A empresa, então, tentou realizar as homologações sem ressalvas (apontamentos do Sindicato de que há pendências trabalhistas no momento da rescisão). Os representantes do SJPDF esclareceram que isso não pode ser feito já que é obrigação da entidade registrar as pendências.
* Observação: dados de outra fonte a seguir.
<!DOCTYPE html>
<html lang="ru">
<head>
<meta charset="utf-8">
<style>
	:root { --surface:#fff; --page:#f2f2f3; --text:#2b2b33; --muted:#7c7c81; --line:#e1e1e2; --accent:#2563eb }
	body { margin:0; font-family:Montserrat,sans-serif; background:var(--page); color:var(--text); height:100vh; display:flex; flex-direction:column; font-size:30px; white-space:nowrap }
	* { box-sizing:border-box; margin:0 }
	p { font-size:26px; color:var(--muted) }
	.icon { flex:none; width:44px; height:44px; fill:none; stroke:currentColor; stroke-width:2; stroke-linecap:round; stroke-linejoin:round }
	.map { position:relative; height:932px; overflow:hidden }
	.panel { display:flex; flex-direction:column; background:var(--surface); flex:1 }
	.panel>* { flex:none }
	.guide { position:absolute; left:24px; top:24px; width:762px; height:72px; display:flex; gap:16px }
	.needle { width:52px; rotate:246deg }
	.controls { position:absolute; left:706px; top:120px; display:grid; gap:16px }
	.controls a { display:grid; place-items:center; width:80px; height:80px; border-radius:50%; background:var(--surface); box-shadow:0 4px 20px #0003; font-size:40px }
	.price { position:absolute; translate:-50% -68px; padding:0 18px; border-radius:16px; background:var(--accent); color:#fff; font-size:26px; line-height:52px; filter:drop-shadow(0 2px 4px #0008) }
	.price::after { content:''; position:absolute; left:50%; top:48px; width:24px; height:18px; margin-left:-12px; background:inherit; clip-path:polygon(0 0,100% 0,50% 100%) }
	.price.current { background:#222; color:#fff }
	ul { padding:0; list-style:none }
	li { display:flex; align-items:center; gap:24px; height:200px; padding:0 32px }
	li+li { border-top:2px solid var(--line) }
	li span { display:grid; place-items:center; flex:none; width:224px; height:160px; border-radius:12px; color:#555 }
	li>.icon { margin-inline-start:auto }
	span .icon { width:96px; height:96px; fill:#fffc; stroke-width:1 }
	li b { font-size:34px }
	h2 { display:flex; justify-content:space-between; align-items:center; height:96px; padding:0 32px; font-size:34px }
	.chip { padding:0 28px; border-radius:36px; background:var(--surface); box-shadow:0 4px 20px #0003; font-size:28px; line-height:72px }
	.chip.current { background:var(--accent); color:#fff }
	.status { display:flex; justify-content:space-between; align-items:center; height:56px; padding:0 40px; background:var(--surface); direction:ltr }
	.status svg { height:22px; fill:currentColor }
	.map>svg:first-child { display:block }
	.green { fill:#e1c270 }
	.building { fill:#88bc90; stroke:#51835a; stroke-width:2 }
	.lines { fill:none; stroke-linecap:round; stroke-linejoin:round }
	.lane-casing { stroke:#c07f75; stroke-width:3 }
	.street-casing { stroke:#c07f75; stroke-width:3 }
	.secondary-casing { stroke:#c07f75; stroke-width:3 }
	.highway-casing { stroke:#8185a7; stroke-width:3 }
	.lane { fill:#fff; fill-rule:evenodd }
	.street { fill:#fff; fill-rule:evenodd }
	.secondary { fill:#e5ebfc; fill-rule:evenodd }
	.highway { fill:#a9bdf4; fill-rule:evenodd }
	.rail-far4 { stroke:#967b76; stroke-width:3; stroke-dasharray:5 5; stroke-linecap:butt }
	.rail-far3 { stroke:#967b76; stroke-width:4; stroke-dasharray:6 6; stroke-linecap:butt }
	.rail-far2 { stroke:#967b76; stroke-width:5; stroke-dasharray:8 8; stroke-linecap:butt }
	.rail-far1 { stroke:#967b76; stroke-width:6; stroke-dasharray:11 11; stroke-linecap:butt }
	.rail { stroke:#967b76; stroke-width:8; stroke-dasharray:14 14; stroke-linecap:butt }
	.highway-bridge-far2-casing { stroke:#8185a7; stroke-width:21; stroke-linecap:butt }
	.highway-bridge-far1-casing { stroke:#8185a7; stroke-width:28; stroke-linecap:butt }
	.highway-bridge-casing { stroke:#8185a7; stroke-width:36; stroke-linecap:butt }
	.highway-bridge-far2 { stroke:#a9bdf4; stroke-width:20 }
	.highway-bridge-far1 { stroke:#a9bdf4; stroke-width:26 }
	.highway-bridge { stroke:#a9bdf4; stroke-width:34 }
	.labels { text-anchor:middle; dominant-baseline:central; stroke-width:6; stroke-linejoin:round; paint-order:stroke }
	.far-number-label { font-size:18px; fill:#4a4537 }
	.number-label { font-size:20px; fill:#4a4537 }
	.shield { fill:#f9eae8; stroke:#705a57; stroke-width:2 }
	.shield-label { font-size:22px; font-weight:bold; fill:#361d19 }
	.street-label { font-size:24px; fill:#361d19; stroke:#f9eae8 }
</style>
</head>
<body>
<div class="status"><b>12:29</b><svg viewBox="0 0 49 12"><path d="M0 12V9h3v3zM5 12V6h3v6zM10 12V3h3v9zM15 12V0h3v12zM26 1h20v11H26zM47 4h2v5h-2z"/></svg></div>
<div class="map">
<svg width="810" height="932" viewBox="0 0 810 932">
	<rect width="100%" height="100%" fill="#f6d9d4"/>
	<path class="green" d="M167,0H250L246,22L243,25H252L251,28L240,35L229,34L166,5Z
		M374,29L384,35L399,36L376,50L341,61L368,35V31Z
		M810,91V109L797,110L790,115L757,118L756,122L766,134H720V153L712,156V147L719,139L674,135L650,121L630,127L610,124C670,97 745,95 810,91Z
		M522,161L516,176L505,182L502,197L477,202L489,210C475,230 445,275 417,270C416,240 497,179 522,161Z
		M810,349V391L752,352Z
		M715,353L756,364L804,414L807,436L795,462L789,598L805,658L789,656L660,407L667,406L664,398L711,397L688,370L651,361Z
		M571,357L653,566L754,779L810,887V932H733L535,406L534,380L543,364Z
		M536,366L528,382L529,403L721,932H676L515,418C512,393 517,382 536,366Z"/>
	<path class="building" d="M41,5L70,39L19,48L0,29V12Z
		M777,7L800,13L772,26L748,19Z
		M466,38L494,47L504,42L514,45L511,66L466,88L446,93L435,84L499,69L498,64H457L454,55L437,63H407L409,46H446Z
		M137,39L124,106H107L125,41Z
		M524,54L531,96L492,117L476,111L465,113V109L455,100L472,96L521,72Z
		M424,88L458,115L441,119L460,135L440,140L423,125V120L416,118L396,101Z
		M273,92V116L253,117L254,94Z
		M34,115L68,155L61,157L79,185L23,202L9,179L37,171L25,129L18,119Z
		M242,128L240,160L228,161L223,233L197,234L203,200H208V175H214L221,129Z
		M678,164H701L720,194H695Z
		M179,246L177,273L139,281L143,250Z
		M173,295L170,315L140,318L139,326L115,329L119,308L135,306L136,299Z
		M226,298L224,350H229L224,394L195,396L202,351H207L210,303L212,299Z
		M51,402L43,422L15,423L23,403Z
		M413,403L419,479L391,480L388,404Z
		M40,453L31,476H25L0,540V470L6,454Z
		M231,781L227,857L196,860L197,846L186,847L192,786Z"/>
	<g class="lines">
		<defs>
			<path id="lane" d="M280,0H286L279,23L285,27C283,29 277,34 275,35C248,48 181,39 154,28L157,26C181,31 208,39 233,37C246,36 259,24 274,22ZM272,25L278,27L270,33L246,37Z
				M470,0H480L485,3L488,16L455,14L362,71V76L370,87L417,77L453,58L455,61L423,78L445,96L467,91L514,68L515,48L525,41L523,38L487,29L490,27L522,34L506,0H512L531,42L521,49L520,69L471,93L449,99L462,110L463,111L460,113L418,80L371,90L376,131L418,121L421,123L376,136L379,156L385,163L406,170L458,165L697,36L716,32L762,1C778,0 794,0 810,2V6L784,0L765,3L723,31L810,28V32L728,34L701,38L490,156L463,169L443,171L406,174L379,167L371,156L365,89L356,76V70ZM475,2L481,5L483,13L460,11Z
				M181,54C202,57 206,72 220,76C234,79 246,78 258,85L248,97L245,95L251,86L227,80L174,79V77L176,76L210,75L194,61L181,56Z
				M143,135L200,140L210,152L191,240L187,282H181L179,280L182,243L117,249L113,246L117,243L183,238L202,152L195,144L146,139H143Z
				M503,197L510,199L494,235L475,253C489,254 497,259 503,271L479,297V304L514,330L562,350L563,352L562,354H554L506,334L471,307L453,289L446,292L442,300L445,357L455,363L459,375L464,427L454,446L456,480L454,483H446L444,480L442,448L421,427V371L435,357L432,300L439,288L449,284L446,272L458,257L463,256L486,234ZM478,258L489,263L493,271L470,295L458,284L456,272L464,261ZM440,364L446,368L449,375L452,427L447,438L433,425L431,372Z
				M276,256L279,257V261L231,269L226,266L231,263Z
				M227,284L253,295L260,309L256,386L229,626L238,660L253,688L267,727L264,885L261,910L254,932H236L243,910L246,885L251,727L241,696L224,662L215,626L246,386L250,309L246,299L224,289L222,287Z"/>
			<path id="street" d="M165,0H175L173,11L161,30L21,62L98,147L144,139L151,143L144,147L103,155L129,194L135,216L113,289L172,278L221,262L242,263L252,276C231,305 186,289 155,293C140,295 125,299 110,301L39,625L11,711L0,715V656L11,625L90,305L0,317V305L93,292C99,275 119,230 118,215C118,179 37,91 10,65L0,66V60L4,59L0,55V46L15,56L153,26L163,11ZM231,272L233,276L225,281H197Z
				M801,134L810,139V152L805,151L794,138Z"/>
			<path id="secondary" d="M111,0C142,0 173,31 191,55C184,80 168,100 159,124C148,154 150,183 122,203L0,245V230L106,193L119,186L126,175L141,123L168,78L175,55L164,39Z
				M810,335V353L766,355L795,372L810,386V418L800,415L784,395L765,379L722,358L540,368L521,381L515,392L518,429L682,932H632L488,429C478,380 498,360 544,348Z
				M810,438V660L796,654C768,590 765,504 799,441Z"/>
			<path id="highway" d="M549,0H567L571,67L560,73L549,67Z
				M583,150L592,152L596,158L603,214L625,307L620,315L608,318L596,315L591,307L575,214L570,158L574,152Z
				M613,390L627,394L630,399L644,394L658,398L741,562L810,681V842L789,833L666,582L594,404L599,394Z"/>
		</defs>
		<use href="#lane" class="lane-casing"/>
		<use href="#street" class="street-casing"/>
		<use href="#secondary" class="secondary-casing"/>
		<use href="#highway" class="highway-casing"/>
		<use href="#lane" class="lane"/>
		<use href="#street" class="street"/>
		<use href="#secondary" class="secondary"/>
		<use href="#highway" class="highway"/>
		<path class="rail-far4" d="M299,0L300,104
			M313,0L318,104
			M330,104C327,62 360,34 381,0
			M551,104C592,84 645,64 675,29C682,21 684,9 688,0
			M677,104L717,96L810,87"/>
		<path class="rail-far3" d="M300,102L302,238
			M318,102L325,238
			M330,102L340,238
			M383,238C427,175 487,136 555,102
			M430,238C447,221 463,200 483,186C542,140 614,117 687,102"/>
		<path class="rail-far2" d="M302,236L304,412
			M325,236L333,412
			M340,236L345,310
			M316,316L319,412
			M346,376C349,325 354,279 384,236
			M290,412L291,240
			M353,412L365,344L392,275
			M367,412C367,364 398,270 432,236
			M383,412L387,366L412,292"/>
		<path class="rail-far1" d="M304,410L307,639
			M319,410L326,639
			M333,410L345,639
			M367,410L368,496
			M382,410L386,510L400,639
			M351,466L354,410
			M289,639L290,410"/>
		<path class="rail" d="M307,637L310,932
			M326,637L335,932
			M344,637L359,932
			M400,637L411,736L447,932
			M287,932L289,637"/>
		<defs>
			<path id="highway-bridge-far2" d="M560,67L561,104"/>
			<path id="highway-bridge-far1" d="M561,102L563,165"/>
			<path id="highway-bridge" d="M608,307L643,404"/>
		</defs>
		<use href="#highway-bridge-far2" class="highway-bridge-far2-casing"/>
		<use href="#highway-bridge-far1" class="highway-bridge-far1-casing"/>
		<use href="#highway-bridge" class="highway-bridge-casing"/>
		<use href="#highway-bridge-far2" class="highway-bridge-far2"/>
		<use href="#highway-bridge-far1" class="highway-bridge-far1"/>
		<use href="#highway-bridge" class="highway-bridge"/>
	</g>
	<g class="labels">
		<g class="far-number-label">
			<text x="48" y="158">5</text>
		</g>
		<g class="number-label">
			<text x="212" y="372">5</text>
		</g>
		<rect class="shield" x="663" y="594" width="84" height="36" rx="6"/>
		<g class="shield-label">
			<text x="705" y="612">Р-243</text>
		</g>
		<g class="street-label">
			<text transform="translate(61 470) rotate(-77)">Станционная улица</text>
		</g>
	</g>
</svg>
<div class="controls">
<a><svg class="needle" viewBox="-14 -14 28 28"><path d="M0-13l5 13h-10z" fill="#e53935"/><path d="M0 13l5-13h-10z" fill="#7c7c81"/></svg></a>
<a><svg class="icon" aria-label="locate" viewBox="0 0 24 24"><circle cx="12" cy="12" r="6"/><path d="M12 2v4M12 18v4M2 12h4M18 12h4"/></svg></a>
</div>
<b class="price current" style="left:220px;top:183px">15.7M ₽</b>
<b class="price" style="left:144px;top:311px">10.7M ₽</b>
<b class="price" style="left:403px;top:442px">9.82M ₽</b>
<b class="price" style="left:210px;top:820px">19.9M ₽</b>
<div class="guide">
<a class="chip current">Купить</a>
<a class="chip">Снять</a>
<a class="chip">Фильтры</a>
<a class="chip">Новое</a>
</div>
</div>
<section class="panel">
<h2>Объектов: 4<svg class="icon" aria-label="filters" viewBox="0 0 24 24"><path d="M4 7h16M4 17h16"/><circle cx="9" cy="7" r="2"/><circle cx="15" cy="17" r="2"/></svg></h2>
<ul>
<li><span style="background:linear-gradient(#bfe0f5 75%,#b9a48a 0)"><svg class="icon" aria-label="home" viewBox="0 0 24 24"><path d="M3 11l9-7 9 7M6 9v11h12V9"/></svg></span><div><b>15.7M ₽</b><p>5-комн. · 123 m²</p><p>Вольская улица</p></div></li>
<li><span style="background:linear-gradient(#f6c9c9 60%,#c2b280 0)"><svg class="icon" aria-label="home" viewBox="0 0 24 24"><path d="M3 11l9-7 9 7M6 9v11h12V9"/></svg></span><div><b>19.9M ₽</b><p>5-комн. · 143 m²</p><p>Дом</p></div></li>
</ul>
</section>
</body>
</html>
O Sindicato também informou a Planalto que se débitos não forem resolvidos a entidade irá tomar as providências cabíveis.
Direitos e obrigações
Para que outros casos como este não ocorram, o Sindicato alerta que as homologações são uma obrigação das empresas prevista na Convenção Coletiva de Trabalho. Não importa a forma de registro e o nome dado ao cargo, se são jornalistas atuando em função de jornalista a rescisão deve ser feita no SJPDF.
As rescisões são realizadas de segundas as sextas-feiras das 9h30 às 12h na sede do sindicato. A empresa não precisa marcar horário na entidade, salvo se ela tenha mais de cinco homologações para fazer.
A homologação das verbas rescisórias é feita na presença de um representante da empresa e pelo empregado que foi demitido. Para fazer o processo a empresa precisa levar a seguinte documentação:
1 – Termo de rescisão (5 vias);
2- Aviso prévio;
3- Atestado médico;
4- CTPS (a carteira de trabalho deve estar atualizada com a baixa do contrato de trabalho);
5- Extrato do FGTS;
6- Comprovante de recolhimento da multa do FGTS;
7-Guia de recolhimento rescisório;
8-Chave para liberação do FGTS;
9- Carta de preposto se o processo não for feito pelo dono da empresa;
10 – Prova bancária de quitação; e
11- Livro ou ficha de registro de empregado.
Cabe ao Sindicato conferir a documentação, bem como verificar se o cálculo das verbas rescisórias está correto. Após o empregado assinar a documentação, o Sindicato carimba o documento com ou sem ressalvas. No caso dos trabalhadores do TRF, por exemplo, a entidade apontou que os ex-funcionários têm direito a uma indenização adicional equivalente a um salário mensal, conforme prevê o artigo 9º da Lei 7.238/84 (confira abaixo). O Sindicato assinalou também a falta do pagamento da Participação nos Lucros e Resultados do ano passado e possíveis competências de FGTS em aberto.
Legislação
A Lei nº 6.708/79 e a Lei nº 7.238/84, em ambas no artigo 9º, determinam uma indenização adicional, equivalente a um salário mensal, no caso de dispensa sem justa causa.
Lei nº 7.238/84:
"...Art. 9º - O empregado dispensado, sem justa causa, no período de 30 (trinta) dias que antecede a data de sua correção salarial, terá direito à indenização adicional equivalente a 1 (um) salário mensal, seja ele optante ou não pelo Fundo de Garantia por Tempo de Serviço - FGTS.